(Aim of the exercise) Each line of the data below that carries the word "Pueyrredón" needs to be copied.

(Dataset)
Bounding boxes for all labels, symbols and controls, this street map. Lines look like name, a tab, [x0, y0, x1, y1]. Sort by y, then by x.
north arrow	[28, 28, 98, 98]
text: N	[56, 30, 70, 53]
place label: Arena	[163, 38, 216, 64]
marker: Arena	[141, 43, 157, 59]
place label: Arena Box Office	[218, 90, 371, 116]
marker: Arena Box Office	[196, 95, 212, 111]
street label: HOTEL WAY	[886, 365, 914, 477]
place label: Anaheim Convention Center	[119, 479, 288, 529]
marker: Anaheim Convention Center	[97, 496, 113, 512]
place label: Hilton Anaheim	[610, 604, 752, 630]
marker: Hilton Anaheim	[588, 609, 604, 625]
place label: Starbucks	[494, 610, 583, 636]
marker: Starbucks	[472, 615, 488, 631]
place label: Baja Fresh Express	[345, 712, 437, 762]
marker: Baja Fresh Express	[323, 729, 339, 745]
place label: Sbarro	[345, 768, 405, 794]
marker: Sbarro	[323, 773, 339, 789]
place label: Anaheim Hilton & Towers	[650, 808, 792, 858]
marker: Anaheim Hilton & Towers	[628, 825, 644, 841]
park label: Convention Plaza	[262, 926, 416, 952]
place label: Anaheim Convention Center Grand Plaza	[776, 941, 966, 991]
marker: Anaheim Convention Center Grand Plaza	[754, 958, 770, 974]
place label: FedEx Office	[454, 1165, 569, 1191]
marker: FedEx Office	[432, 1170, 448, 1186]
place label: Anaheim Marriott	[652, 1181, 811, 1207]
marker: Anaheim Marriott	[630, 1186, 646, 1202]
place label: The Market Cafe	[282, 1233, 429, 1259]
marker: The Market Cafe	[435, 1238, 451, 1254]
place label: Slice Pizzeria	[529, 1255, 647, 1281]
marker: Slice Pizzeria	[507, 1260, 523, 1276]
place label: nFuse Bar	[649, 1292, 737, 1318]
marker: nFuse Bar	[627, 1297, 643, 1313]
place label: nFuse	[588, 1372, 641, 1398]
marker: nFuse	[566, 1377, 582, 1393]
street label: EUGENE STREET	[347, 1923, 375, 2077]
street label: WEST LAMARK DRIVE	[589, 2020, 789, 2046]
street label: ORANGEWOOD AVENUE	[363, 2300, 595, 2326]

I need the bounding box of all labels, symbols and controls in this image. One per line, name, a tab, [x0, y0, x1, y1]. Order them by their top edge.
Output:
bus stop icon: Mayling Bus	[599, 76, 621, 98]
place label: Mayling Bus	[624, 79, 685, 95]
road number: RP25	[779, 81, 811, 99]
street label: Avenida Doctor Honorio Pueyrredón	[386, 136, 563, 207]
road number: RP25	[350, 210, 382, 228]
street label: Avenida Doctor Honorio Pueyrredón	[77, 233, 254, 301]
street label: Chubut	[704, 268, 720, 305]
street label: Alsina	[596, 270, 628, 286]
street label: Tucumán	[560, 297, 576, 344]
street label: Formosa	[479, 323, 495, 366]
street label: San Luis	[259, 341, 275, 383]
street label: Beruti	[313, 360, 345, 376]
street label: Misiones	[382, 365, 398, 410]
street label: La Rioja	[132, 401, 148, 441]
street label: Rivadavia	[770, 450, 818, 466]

(Written reply)
street label: Avenida Doctor Honorio Pueyrredón	[386, 136, 563, 207]
street label: Avenida Doctor Honorio Pueyrredón	[77, 233, 254, 301]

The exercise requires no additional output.